TASK BRIEF =
Copy out each line in the listing below where the word "hidden" appears.

· · · ·

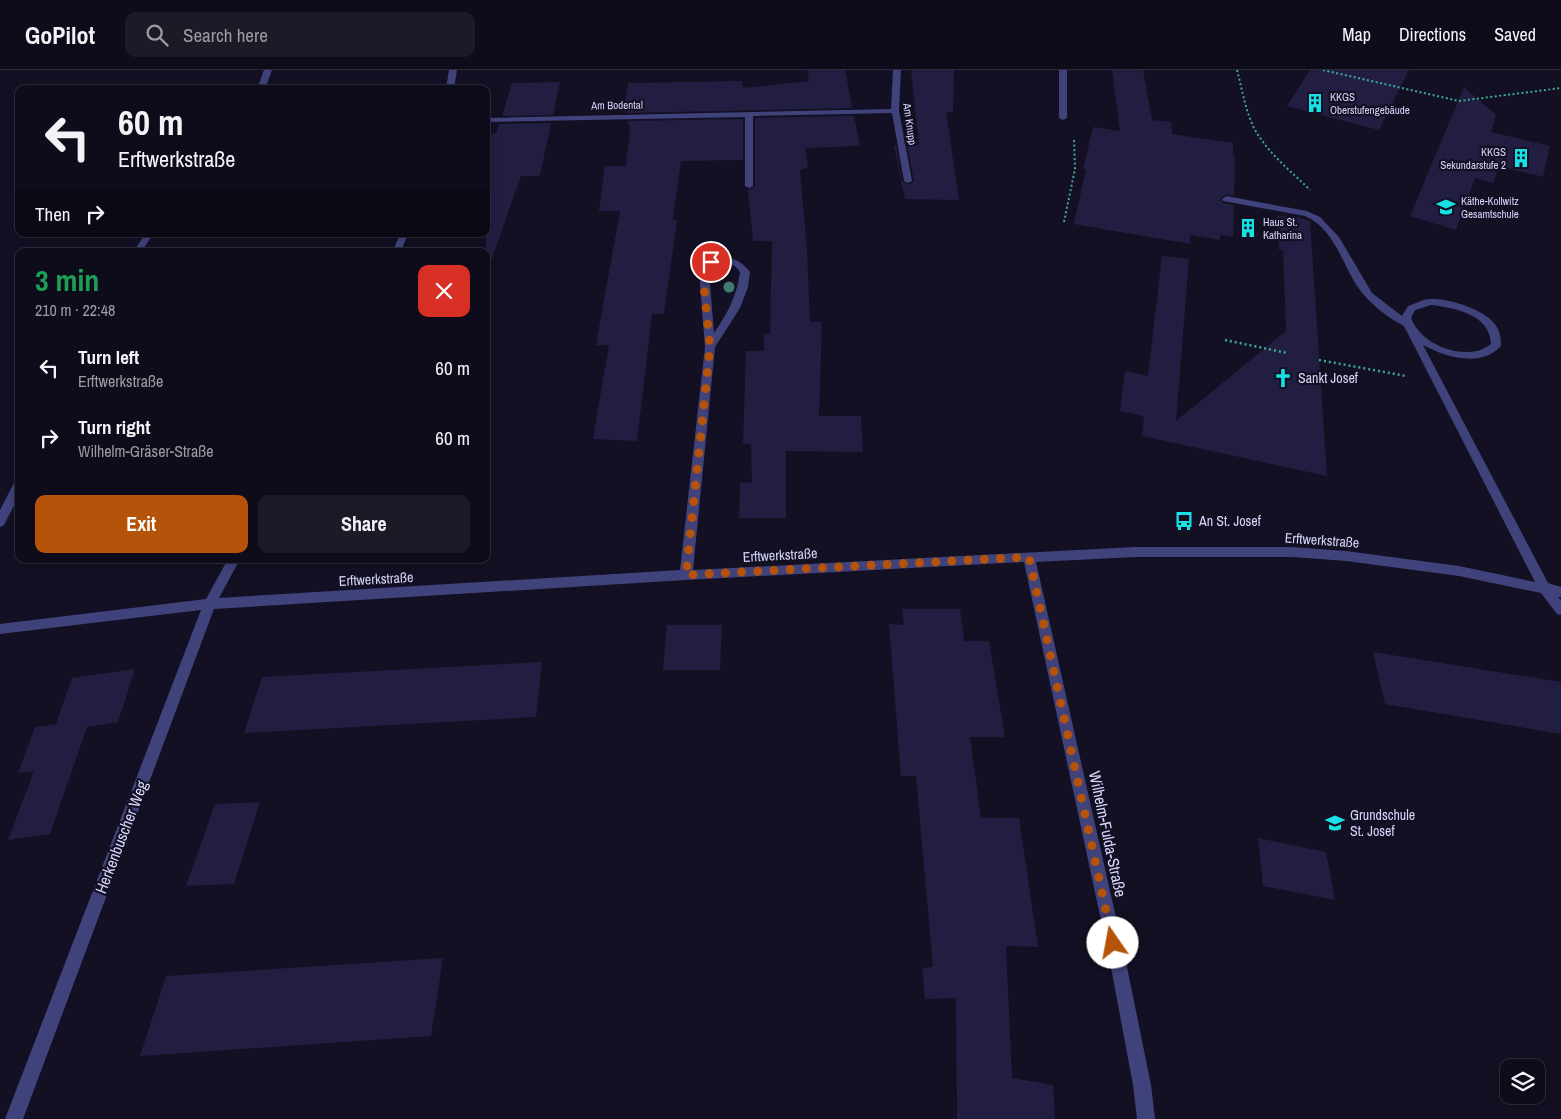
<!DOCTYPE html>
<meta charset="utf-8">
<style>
body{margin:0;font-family:"Archivo Narrow",sans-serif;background:#1c1a27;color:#f1f3f6;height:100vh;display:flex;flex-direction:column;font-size:19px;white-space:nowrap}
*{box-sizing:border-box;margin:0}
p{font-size:16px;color:#9b9ba2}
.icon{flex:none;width:28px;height:28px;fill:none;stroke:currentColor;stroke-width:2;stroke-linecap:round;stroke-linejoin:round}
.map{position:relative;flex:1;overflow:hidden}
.drawer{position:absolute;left:15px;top:178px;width:475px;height:315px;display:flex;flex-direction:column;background:#0e0c1a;border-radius:10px;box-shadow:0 2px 8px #0003,0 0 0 1px #2e2c39}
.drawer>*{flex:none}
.banner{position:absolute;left:15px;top:15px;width:475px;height:152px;border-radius:10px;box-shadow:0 2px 8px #0003,0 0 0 1px #2e2c39;background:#0e0c1a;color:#f1f3f6;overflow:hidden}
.fabs{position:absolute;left:1500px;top:989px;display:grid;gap:10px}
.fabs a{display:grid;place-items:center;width:45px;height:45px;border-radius:10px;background:#0e0c1a;box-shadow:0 2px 8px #0003,0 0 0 1px #2e2c39;font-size:25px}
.pin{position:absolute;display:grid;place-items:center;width:42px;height:42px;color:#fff;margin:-21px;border:2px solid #fff;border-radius:50%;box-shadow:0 1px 5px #0007}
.me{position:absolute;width:55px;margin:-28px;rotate:348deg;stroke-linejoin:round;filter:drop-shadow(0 0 4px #0008)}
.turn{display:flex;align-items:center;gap:18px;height:105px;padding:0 20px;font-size:22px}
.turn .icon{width:65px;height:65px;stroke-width:2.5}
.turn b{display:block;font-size:35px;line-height:42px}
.then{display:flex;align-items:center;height:48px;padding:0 20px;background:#0003;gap:10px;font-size:19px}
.round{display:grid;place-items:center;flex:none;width:52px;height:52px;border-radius:10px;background:#1c1a27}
.head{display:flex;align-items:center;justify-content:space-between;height:85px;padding:0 20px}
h1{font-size:30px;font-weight:700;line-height:38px;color:#1e9e55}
.button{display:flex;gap:10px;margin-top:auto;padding:10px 20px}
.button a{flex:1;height:58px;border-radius:10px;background:#b45309;color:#fff;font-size:20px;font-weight:700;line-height:58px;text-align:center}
.button a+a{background:#1c1a27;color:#f1f3f6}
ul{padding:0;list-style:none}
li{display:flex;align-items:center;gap:15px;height:70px;padding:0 20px}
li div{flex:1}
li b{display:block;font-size:19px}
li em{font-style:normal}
header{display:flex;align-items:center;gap:30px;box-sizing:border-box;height:70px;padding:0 25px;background:#0e0c1a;border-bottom:1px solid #2e2c39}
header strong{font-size:24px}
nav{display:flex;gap:28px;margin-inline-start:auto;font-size:18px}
.search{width:350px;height:45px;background:#1c1a27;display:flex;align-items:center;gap:12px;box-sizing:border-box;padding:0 18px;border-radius:10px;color:#9b9ba2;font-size:19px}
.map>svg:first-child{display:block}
.building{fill:#221e41}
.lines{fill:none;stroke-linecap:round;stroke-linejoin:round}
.path-far1{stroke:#3aa999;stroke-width:2;stroke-dasharray:2 2.5;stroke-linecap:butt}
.path{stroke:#3aa999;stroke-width:2.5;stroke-dasharray:2 3;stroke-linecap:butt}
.minor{fill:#40427c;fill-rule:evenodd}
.tree{fill:#417c70}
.route{stroke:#b45309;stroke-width:9;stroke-dasharray:0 16.2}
.labels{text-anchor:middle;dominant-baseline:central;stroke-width:4.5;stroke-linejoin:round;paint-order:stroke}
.far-poi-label{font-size:11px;fill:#d6d5fb;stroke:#121022;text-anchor:start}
.far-street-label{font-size:11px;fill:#d6d5fb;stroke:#121022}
.poi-label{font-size:14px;fill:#d6d5fb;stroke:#121022;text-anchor:start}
.street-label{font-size:14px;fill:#d6d5fb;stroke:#121022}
.near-street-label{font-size:16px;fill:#d6d5fb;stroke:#121022}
</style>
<header>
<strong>GoPilot</strong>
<div class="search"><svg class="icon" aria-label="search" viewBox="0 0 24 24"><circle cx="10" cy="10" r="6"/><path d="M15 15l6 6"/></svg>Search here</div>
<nav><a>Map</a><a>Directions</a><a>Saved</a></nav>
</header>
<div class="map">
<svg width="1561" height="1049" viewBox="0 0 1561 1049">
<rect width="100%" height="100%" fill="#121022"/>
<path class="building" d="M807,0H845L852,38L627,43L625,32L628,13L742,11L743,18L809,11Z
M911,0H954L953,42H946L959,130L905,129L894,76H896L902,111L909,115L914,111L907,76L919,75Z
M1112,0H1143L1152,50L1171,52L1172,64L1233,73V85H1235L1234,126L1226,124L1220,129L1223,133L1234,135L1233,167L1220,165V170L1190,165V174L1074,154L1086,99H1083L1093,57L1120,61Z
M1310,0H1409L1379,60L1287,36Z
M560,12L553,45L502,46L512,13Z
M1464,17L1496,45L1491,62L1550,76L1543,107L1499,96L1493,113L1475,108L1456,160L1410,146Z
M854,46L860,76L805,78L808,97L800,100L807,180L810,252H822L819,346H861L863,382L786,381V448H739L740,413L752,412L751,374H743L746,281H764V264H770L772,171H753L748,120L755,116V48Z
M743,49V90L681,91L673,150H677L664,244H652L637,371L593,369L609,275H596L620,141H599L605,96H626L630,59L628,51Z
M551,53L540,106H521L491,191L486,190V63H496L499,54Z
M1277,146L1298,147L1310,151L1327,406L1142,366L1144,346L1120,341L1125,301L1148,306L1162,186L1189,189L1176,351L1286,261L1283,180H1279Z
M902,539H960L964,571H989L1005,667H970L981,748H1019L1038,877L1006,876L1012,1008L1053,1015L1055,1049H957L956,928L925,929L922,898L933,897L916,706H901L889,554L904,555Z
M667,555H722L720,600H663Z
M1373,582L1561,612V664L1385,634Z
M542,592L536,647L244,663L262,607Z
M135,599L118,652L87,657L50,764L8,770L34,701L18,703L35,657L56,654L72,608Z
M260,732L234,814L186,816L215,734Z
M1258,768L1326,782L1335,830L1263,816Z
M443,888L431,966L140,986L166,906Z"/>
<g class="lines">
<path class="path-far1" d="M1237,0C1242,19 1245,38 1253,56C1266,82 1290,100 1310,120
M1323,0L1459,31L1561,18
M1064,152L1075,99L1074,69"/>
<path class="path" d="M1225,270L1287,283
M1319,290L1406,306"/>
<path class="minor" d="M264,0H272L265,19H257Z
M449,0H457L454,19H446Z
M893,0H901L899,41L912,111L908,113L904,111L892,43L753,46V116L749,118L745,116V47L486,52V48L891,39Z
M1059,0H1067V48L1063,50L1059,48Z
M1226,126L1307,141L1320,147L1339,167L1372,223L1402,246L1408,236C1415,234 1423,229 1430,229C1449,228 1483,239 1495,254C1500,261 1501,268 1501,276C1481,298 1445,287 1423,275L1548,513L1561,517V527H1558L1561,530V545L1557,544L1541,523L1459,506L1346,491L1292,487H1135L1036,492L1126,892L1151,1015L1155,1049H1137L1133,1015L1110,892L1024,492L686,510L214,539L23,1049H5L201,540L0,564V554L206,529L228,489H240L219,528L680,500L705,277L699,202L708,190C726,186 737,186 750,202L748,217L740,238L715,277L693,500L1135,477H1292L1346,481L1459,496L1535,512L1404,256C1386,247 1368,232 1357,216C1341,191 1334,159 1305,146L1223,131L1222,129ZM723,192L735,196L740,202C737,226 727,244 714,263L709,202L714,194ZM1431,235C1455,238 1490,244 1491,274C1487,277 1481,280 1477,281C1452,286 1420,272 1411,248L1415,240Z
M145,164H153L142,181H134Z
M400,164H408L401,181H393Z
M19,410V426L4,455L0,457V440L15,411Z"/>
</g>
<circle class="tree" cx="729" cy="217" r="5.5"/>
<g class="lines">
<path class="route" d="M711,192L706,198L703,206L710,277L686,505L1029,487L1113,873"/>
</g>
<defs>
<g id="building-bare" transform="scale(1.5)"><path d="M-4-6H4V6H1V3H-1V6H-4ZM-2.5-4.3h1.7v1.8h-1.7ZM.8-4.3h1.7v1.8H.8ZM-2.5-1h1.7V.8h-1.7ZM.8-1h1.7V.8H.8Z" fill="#16e2e5" stroke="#121022" stroke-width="2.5" paint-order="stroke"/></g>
<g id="school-bare" transform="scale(1.5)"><path d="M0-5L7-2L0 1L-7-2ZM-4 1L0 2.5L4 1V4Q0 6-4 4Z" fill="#16e2e5" stroke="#121022" stroke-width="2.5" paint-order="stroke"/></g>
<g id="church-bare" transform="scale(1.5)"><path d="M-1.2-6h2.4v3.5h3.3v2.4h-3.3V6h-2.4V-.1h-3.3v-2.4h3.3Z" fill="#16e2e5" stroke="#121022" stroke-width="2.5" paint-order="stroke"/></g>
<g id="bus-bare" transform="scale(1.5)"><path d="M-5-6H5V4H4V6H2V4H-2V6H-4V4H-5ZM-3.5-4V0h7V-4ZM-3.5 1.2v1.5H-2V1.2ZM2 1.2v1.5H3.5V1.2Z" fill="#16e2e5" stroke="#121022" stroke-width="2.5" paint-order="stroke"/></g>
</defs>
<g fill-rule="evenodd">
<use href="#building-bare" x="1315" y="33"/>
<use href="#building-bare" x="1521" y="88"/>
<use href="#school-bare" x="1446" y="137"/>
<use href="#building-bare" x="1248" y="158"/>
<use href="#church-bare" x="1283" y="308"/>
<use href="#bus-bare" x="1184" y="451"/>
<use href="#school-bare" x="1335" y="753"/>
</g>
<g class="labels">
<g class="far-poi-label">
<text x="1330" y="27">KKGS<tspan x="1330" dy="13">Oberstufengebäude</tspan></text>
<text x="1506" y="82" text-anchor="end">KKGS<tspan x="1506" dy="13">Sekundarstufe 2</tspan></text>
<text x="1461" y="131">Käthe-Kollwitz<tspan x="1461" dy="13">Gesamtschule</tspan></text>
<text x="1263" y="152">Haus St.<tspan x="1263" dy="13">Katharina</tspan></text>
</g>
<g class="far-street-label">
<text transform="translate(617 35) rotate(-1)">Am Bodental</text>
<text transform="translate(910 54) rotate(82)">Am Knupp</text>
</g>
<g class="poi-label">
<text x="1298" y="308">Sankt Josef</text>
<text x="1199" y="451">An St. Josef</text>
<text x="1350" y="745">Grundschule<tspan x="1350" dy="16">St. Josef</tspan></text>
</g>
<g class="street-label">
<text transform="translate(1322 470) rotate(4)">Erftwerkstraße</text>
<text transform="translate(780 485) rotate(-3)">Erftwerkstraße</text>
<text transform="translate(376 509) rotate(-3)">Erftwerkstraße</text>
</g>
<g class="near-street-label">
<text transform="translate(1108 764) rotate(78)">Wilhelm-Fulda-Straße</text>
<text transform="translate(121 767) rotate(-69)">Herkenbuscher Weg</text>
</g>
</g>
</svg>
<div class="fabs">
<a><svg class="icon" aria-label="layers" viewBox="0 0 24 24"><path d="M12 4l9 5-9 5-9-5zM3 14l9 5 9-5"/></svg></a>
</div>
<div class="pin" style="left:711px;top:192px;background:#d93025"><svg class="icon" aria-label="arrive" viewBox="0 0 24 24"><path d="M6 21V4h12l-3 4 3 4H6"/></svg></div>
<svg class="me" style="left:1113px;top:873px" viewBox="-20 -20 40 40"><circle r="19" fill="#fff"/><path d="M0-13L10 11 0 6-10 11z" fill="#b45309"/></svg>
<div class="banner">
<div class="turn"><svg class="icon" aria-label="left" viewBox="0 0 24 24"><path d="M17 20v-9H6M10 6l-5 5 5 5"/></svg><div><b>60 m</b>Erftwerkstraße</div></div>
<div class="then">Then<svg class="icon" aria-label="right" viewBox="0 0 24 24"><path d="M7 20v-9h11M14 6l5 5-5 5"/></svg></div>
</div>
<section class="drawer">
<div class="head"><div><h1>3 min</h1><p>210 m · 22:48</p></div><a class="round" style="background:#d93025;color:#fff"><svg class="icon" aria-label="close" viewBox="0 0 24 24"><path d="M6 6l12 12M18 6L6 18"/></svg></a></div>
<ul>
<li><svg class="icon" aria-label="left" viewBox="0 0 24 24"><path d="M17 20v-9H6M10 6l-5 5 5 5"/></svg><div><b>Turn left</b><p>Erftwerkstraße</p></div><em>60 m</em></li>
<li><svg class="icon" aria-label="right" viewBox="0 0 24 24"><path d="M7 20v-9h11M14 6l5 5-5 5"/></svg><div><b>Turn right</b><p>Wilhelm-Gräser-Straße</p></div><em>60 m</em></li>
</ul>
<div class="button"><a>Exit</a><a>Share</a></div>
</section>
</div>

· · · ·

RESPONSE FOR THIS EXERCISE =
.map{position:relative;flex:1;overflow:hidden}
.banner{position:absolute;left:15px;top:15px;width:475px;height:152px;border-radius:10px;box-shadow:0 2px 8px #0003,0 0 0 1px #2e2c39;background:#0e0c1a;color:#f1f3f6;overflow:hidden}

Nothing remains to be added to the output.